Your assignment |
Your answer should consist of the lines in the data below that contain "hidden".

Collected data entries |
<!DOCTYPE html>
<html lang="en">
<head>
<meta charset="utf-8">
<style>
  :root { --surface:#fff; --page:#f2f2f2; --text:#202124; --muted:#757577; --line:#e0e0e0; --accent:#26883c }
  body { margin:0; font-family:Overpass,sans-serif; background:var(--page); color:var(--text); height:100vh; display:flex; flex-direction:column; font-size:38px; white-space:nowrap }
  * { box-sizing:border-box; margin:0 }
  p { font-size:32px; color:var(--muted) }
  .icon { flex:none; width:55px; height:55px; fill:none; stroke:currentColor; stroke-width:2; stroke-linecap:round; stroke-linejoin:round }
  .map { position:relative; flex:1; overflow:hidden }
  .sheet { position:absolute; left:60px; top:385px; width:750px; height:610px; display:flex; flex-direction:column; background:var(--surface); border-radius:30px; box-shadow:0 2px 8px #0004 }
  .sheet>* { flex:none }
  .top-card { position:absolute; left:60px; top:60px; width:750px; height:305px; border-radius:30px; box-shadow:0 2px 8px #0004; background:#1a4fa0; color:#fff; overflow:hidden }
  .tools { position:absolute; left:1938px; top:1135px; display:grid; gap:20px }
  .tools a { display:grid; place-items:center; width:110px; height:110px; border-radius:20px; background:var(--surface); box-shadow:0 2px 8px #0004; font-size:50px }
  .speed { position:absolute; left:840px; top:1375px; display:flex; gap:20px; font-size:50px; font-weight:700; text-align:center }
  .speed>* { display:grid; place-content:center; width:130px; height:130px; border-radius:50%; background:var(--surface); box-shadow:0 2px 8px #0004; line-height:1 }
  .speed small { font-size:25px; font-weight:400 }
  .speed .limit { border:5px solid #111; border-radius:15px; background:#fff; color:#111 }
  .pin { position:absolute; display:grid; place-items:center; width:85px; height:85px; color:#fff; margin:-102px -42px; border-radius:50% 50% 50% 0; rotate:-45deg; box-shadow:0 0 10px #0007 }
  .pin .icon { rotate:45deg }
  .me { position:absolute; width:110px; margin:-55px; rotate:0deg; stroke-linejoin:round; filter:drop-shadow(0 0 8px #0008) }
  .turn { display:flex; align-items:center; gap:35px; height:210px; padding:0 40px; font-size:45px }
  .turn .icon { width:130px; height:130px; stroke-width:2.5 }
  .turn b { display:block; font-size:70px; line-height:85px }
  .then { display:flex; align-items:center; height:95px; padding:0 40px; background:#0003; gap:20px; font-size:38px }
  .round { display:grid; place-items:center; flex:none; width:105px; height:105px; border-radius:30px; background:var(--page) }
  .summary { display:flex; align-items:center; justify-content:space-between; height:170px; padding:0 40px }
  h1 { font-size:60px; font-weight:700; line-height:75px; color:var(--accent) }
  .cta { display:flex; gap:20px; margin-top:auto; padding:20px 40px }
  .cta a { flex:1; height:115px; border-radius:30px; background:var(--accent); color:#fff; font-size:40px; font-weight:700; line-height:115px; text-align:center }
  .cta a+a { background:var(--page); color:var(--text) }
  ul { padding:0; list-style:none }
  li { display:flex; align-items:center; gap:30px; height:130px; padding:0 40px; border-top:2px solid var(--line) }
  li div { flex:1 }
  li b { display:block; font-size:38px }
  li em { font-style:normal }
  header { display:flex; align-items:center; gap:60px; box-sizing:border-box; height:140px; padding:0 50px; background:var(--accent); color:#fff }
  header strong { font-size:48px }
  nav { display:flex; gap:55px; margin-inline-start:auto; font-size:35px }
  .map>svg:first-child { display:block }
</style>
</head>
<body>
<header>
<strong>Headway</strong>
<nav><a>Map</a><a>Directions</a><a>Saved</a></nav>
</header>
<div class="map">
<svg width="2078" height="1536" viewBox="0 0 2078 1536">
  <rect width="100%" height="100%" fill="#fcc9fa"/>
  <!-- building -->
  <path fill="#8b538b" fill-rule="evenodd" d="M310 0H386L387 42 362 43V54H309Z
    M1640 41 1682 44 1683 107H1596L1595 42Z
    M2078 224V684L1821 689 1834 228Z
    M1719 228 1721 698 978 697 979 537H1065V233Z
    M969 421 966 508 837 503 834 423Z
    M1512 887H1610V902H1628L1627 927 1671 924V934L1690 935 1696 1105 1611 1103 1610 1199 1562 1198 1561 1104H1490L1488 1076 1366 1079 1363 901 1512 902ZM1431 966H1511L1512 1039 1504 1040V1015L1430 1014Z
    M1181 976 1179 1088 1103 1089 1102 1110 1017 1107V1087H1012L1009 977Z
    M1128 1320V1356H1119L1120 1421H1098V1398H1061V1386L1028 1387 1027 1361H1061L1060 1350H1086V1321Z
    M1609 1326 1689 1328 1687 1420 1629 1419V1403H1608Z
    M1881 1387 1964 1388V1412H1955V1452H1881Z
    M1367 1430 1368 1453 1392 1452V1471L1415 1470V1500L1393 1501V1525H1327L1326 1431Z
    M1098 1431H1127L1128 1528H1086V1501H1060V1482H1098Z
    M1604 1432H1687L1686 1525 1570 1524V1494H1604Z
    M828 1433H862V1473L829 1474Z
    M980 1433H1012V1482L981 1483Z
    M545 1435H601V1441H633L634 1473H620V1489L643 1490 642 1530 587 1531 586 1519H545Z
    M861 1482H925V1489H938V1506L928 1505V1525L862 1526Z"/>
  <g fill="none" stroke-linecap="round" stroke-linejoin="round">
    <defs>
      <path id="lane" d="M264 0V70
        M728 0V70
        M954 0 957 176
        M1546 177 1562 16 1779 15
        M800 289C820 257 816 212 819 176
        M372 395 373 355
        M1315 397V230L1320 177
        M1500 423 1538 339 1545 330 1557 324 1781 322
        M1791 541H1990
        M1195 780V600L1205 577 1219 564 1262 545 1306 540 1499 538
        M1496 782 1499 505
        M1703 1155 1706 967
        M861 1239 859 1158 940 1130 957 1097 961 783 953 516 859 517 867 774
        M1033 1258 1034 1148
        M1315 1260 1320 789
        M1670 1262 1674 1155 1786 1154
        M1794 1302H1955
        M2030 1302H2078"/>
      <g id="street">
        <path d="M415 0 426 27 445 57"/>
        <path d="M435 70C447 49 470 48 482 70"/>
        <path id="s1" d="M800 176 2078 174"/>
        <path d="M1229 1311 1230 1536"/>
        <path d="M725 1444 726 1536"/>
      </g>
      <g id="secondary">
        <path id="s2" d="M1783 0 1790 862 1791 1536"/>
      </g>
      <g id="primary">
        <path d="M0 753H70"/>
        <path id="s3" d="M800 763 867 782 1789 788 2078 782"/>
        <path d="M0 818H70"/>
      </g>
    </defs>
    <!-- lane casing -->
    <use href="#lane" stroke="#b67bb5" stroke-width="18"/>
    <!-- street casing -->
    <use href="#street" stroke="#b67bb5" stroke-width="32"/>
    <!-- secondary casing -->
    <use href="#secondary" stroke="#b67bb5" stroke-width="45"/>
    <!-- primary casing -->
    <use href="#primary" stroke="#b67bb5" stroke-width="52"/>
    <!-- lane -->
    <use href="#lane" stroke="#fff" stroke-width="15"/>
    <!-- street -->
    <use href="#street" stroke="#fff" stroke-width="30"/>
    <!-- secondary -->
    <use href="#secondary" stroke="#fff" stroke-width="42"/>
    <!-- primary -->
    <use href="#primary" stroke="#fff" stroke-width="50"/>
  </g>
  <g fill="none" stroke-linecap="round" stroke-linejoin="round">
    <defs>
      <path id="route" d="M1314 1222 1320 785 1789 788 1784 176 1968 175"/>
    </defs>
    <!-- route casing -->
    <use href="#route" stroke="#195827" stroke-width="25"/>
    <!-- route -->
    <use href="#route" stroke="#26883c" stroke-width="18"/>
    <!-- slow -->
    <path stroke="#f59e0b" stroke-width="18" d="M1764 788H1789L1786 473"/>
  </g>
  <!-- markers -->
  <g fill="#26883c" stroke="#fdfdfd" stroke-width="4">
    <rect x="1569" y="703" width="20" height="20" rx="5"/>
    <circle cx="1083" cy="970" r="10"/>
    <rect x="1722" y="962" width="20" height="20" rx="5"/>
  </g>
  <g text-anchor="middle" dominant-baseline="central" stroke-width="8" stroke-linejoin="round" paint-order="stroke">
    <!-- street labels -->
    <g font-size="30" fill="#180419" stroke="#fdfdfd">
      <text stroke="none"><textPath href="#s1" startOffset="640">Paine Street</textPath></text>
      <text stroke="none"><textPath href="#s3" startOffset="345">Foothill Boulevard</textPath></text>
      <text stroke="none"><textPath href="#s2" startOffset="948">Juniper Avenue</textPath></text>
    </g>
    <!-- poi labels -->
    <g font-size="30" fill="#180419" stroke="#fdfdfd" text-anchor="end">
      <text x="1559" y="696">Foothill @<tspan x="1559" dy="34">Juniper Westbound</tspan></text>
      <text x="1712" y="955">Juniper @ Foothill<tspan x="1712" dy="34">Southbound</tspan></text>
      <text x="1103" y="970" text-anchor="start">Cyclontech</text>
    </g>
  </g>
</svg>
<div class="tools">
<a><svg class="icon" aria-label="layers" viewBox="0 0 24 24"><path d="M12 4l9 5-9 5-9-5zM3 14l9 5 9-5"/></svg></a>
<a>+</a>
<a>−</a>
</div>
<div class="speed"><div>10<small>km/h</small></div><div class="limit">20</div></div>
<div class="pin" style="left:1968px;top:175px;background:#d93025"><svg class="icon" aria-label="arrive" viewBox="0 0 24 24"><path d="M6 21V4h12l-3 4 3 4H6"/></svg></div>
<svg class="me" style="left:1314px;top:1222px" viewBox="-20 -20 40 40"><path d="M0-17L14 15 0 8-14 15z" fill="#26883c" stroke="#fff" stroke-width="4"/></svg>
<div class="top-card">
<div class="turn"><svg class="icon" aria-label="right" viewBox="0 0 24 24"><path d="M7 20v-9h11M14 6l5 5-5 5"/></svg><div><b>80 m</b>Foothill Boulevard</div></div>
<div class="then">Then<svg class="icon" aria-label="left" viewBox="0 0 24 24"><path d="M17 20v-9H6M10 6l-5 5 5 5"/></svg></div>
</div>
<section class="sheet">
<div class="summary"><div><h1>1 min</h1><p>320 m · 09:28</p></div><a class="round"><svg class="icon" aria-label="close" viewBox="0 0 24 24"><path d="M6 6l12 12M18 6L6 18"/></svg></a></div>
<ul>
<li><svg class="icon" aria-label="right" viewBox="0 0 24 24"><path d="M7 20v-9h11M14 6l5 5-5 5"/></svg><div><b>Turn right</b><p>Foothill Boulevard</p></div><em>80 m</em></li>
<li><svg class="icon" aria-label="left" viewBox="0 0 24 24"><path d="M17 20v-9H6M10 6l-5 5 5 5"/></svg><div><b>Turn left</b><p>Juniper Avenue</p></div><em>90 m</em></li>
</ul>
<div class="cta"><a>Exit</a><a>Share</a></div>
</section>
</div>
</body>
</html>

Result of the task |
  .map { position:relative; flex:1; overflow:hidden }
  .top-card { position:absolute; left:60px; top:60px; width:750px; height:305px; border-radius:30px; box-shadow:0 2px 8px #0004; background:#1a4fa0; color:#fff; overflow:hidden }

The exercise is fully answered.